In a world so reliant on fossil-based energy, whatever action Canada takes – and at the risk of repeating this point – it will be for the most part symbolic, because we are responsible for less than 2% of global greenhouse gas emissions. Greater urgency for action lies with China (28%), the US (16%), Europe (10%), India (6%), Russian Federation (6%) and Japan (4%). Not that the rest of the world (responsible for 30%) should do nothing. But whatever action Canada takes must be carefully calibrated to avoid t-boning the economy.

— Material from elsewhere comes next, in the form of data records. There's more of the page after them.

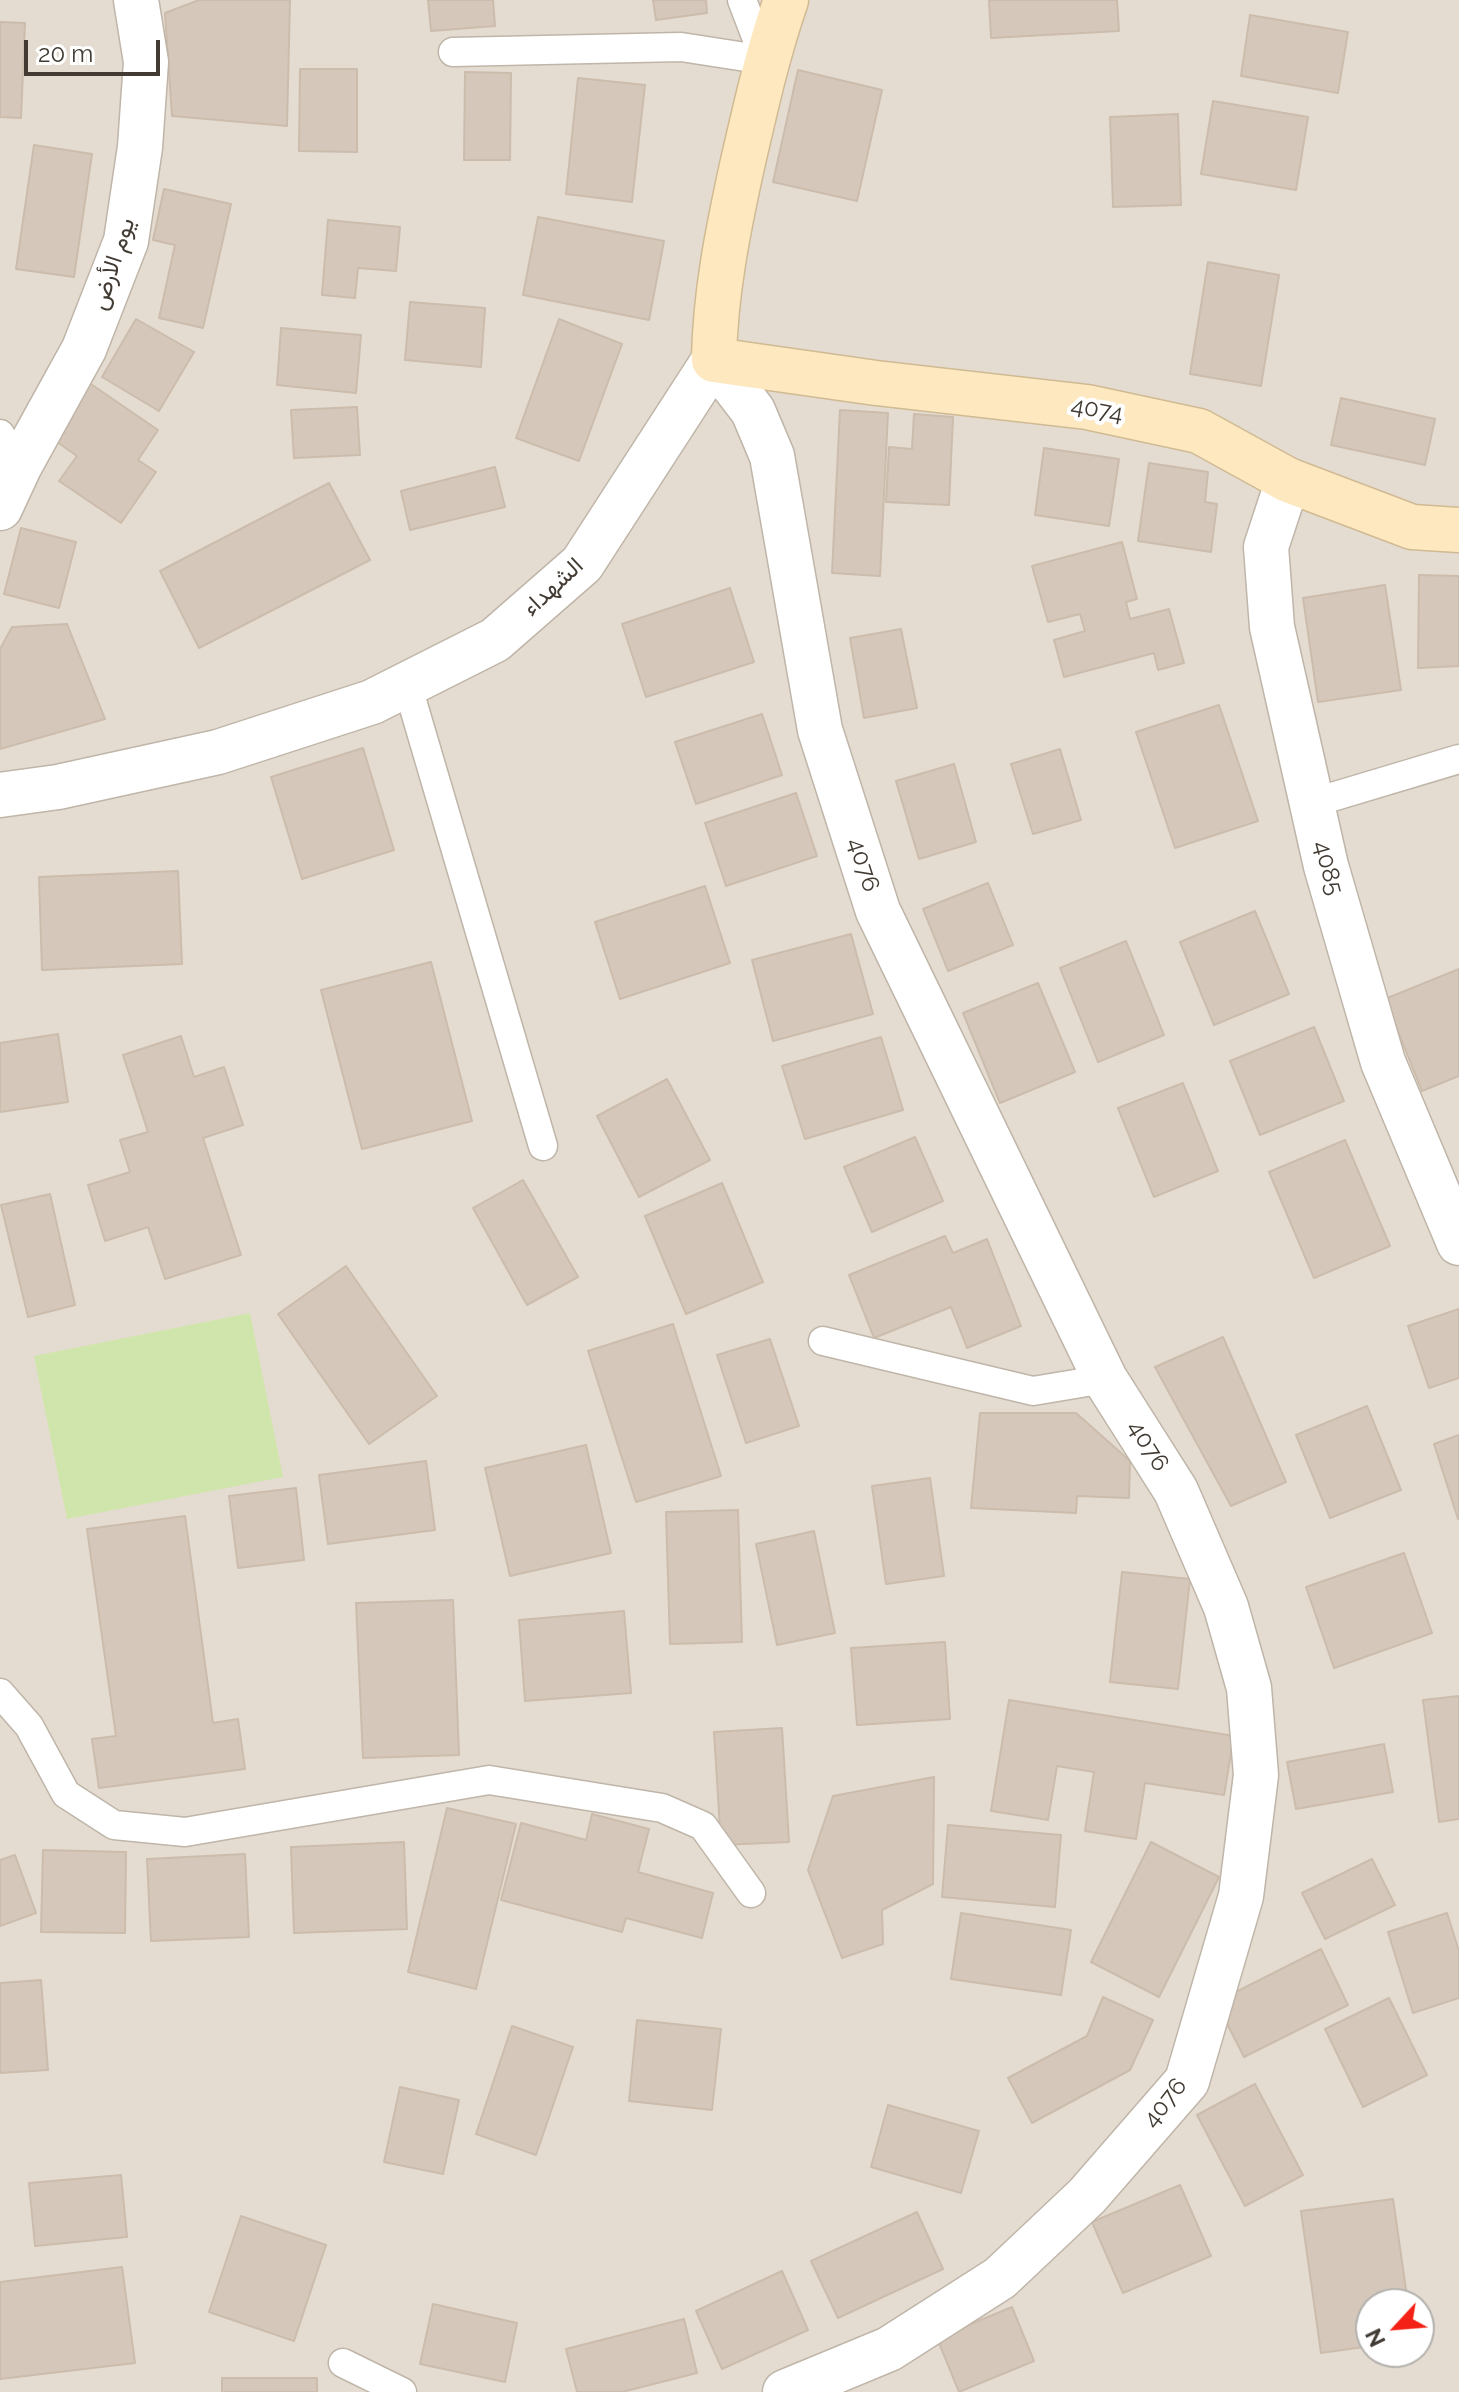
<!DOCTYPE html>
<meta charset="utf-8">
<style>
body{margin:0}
#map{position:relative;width:1459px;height:2392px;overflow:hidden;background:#f1ebe2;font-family:Raleway,sans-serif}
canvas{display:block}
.north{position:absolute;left:1355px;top:2288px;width:80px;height:80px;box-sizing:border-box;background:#fff;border:2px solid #b3b1ad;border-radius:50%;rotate:244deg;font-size:22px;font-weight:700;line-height:32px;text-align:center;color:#423b33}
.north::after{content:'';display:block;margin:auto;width:28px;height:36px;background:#f42216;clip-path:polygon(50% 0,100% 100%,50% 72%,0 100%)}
.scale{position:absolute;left:24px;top:40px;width:136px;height:36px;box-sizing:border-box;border:4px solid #423b33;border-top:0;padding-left:10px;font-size:24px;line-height:28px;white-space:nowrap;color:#423b33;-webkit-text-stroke:6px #fff;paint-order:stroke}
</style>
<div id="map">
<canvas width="1459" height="2392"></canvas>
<div class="north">N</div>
<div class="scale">20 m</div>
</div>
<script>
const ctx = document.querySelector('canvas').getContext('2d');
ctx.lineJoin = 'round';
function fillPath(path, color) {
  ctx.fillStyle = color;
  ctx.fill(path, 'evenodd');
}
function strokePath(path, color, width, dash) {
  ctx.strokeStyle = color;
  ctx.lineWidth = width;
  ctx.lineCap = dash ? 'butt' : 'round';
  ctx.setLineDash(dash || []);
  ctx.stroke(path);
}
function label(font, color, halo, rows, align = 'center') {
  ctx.font = font + ' Raleway,Vazirmatn,sans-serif';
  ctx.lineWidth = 8;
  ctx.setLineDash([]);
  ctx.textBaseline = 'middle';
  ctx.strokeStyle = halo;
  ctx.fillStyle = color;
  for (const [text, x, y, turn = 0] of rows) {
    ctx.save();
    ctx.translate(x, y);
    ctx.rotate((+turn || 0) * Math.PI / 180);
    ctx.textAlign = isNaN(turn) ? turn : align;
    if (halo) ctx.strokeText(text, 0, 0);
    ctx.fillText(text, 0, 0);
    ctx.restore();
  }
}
const residential = new Path2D(`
 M0,0h1459v2392h-1459zM1371,2304h48v48h-48z`);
const green = new Path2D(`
 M250,1313l33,164 -216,42 -33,-163z`);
const building = new Path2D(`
 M199,0h91l-3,126 -115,-10 -7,-103z
 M428,0h65l2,26 -64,5z
 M653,0h53l1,13 -51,7z
 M989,0h128l2,31 -128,7z
 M1250,15l98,17 -10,61 -97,-17z
 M0,22l25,1 -4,95 -21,-1z
 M300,69h57v83l-58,-1z
 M798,70l84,20 -25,111 -84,-19z
 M465,72l46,1 -1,87h-46z
 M578,78l67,7 -13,117 -66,-8z
 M1213,101l95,16 -12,73 -95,-16z
 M1178,114l3,91 -68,2 -3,-90z
 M34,145l58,9 -18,123 -58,-8z
 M164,189l67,15 -28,124 -44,-10 16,-73 -22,-5z
 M538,217l126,24 -15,79 -126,-25z
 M328,220l72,7 -4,44 -38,-3 -3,30 -33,-3z
 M1208,262l71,13 -18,111 -71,-12z
 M410,302l75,6 -4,59 -76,-7z
 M136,319l58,33 -35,59 -57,-34z
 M559,319l63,25 -43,117 -63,-23z
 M281,328l80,7 -5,58 -79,-8z
 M85,380l73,50 -20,30 18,12 -35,51 -62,-42 18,-25 -30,-21z
 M1341,398l94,21 -10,46 -94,-20z
 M357,407l3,48 -66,3 -3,-48z
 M840,410l48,3 -8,163 -48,-3z
 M914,414l39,3 -4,88 -63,-3 3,-55 23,2z
 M1044,448l75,11 -10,67 -74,-11z
 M1149,463l59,9 -3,30 12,2 -6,48 -73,-11z
 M495,467l10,40 -95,23 -9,-39z
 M329,483l41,77 -171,88 -39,-77z
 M21,528l55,14 -17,66 -55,-14z
 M1122,542l15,57 -11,3 4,17 39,-10 15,54 -26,7 -4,-17 -90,24 -10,-37 31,-9 -5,-17 -32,8 -16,-56z
 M1419,575l40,1v90l-41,2z
 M1385,585l16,105 -83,12 -15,-104z
 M730,588l24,74 -108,35 -24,-73z
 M67,624l38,95 -105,30v-100l12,-22z
 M901,629l16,79 -53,10 -14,-80z
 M1219,705l39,116 -83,27 -39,-116z
 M762,714l20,61 -86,29 -21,-62z
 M363,748l31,102 -92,29 -31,-102z
 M1060,749l21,71 -48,14 -22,-70z
 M954,764l22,78 -57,17 -23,-78z
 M796,793l21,63 -91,30 -21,-63z
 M178,871l4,93 -140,6 -3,-93z
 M988,883l25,62 -65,26 -25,-62z
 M705,886l25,77 -110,36 -25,-77z
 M1255,911l34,83 -75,31 -34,-83z
 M851,934l22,80 -100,27 -21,-81z
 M1126,941l38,94 -66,27 -38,-94z
 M431,962l41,159 -110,28 -41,-159z
 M1459,969v107l-37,15 -37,-92z
 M1038,983l37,89 -75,31 -37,-90z
 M1314,1027l30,74 -84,34 -30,-74z
 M58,1034l10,68 -68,10v-69z
 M181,1036l13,41 30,-10 19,58 -40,13 38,117 -76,24 -17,-52 -43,14 -17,-56 42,-13 -10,-32 28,-8 -25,-77z
 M881,1037l22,73 -98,29 -23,-73z
 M667,1079l43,81 -71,37 -42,-81z
 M1183,1083l35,88 -64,26 -36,-89z
 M915,1137l28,64 -71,31 -28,-65z
 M1345,1140l45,106 -76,32 -45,-106z
 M523,1180l55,97 -51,28 -54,-97z
 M722,1183l41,99 -77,32 -41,-98z
 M50,1194l25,111 -47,12 -27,-112z
 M945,1236l8,17 34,-14 34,87 -54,22 -16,-41 -77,31 -25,-63z
 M346,1266l91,130 -68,48 -91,-130z
 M1459,1309v69l-30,10 -21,-62z
 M673,1324l48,152 -85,26 -48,-151z
 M1223,1337l63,145 -55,24 -76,-139z
 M770,1339l29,87 -53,17 -29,-88z
 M1367,1406l34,84 -71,28 -34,-83z
 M980,1413h96l54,48 -1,37 -52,-2 -1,17 -105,-5z
 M1459,1435v83l-1,1 -24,-75z
 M586,1445l25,108 -101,23 -25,-108z
 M426,1461l9,69 -107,14 -9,-69z
 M930,1478l14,98 -58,8 -14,-98z
 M296,1488l8,72 -66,8 -9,-72z
 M738,1510l4,132 -72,2 -4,-132z
 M185,1516l28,207 25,-4 7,50 -146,19 -7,-49 24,-3 -29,-207z
 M814,1531l21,102 -58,12 -21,-101z
 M1404,1553l28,80 -98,35 -28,-81z
 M1122,1572l68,7 -12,110 -68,-7z
 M453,1600l6,155 -96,3 -7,-155z
 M624,1611l7,82 -106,8 -6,-81z
 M945,1642l5,77 -93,6 -6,-77z
 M1459,1696v123l-20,3 -16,-122z
 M1009,1700l225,36 -10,59 -79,-12 -9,56 -51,-8 9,-59 -37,-6 -9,54 -57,-9z
 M782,1728l7,114 -68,3 -7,-113z
 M1384,1744l9,48 -97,17 -9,-47z
 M934,1777l-1,107 -51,26 1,34 -41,14 -34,-88 25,-74z
 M447,1808l69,16 -40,165 -68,-17z
 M592,1814l57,15 -11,43 75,21 -11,45 -76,-20 -4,14 -121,-32 20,-77 65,17z
 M948,1825l113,10 -6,72 -113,-10z
 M404,1842l3,87 -113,4 -3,-86z
 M1151,1842l68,35 -60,120 -68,-35z
 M43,1850l83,2 -1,81 -84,-1z
 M245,1854l4,83 -98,4 -4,-82z
 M15,1855l21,58 -36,13v-66z
 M1372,1859l23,46 -70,34 -23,-46z
 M961,1913l110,17 -10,65 -110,-16z
 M1447,1913l12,38v47l-46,15 -25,-81z
 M1321,1949l27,56 -104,52 -28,-55z
 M41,1980l7,90 -48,3v-90z
 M1103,1997l50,23 -23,50 -98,53 -24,-45 79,-42z
 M1389,1998l38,77 -64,32 -38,-78z
 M637,2020l84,9 -9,81 -83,-9z
 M512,2026l61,21 -37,108 -60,-21z
 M1255,2084l48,91 -58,31 -48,-91z
 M400,2087l59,13 -16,74 -59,-12z
 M888,2105l91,26 -18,62 -90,-26z
 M121,2175l6,62 -92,9 -6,-63z
 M1180,2185l31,71 -88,37 -31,-71z
 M1393,2199l15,105h-37v42l-50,7 -20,-142z
 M917,2212l26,57 -105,49 -27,-57z
 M241,2216l85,29 -32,96 -85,-29z
 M122,2267l13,96 -135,16v-97z
 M782,2271l26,59 -86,39 -26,-58z
 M433,2304l84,19 -12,59 -85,-18z
 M1012,2307l22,54 -75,31 -22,-54z
 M684,2319l13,54 -75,19h-45l-11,-43z
 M222,2378h95v14h-95z`);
const lane = new Path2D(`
 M453,52l228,-5 84,13 -23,-60
 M0,434l19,33
 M407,684l136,462
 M1312,803l147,-44
 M823,1341l210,50 72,-12
 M0,1693l29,33 37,68 48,31 71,7 304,-52 173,28 41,18 48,67
 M343,2363l59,29`);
const street = new Path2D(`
 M1288,480l-22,67 6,80 54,239 57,196 76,181
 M0,508l19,-41 65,-118 42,-108 14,-94 6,-85 -10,-62
 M0,795l58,-8 160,-35 154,-50 123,-62 87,-76 132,-204 39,51 19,45 48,274 58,181 227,468 71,112 50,116 23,81 7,87 -15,121 -54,185 -100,115 -87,82 -111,71 -104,43`);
const secondary = new Path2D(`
 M786,0c-19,55 -31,110 -44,166 -14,64 -27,128 -28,194l162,23 211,24 112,24 89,49 124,47 47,3`);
const streetNames = [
 ["يوم الأرض",113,264,-72],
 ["4074",1097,410,10],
 ["الشهداء",553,587,-43],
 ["4076",863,865,72],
 ["4085",1328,868,75],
 ["4076",1148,1446,58],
 ["4076",1165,2103,-52]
];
fillPath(residential, '#e5dcd1');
fillPath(green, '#d0e5ab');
fillPath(building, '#d5c8bb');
strokePath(building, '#ccbcac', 2);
strokePath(lane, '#bfb5a8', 31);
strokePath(street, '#bfb5a8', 47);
strokePath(secondary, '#d0ba93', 47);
strokePath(lane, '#fff', 28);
strokePath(street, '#fff', 44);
strokePath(secondary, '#fde8c0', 44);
label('24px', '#423b33', '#fff', streetNames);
</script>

With that in mind, Ontarians should be wary of the provincial Liberal government’s cap and trade scheme. It’s supposed to bring in $1.9 billion that will be invested in so-called green projects.
Manufacturers already struggling with challenges operating in the province may be skeptical. Afterall, this is essentially the same crew of fumblers, chairs shuffled, that was responsible for the $2 billion gas plant debacle and the poorly planned and executed renewable energy initiative that has not come close to delivering promised jobs or investments.
BC has a better approach. The money its carbon tax generates goes back to the taxpayers, without damaging what has become the fastest growing economy in the country.
In a letter to Trudeau prior to the meeting with the premiers, Jayson Myers, president and CEO of Canadian Manufacturers & Exporters, warned that neither a carbon tax nor cap and trade will be much good without measures that encourage capital investment; in fact, they could be damaging if they divert money “that could otherwise be invested by consumers or industry in new technologies, into general government revenues or high-risk technology unicorns with little chance of commercial success or widespread adoption here in Canada.”
Myers says we’ll have to triple the rate of technological progress to achieve a reduction in greenhouse gas emissions of 30% below present levels by 2030. He recommends a cross-government approach that includes: tax and financial incentives for investment in and adoption of more productive, less emission-intensive products and technologies; funding for the construction of smarter, more efficient energy and transportation infrastructure; reducing regulatory impediments to putting new technologies and infrastructure in place; and ensuring industrial investment is not lost to other jurisdictions only to generate even more emissions elsewhere.
Ontario’s government and Trudeau should be especially mindful of his last point.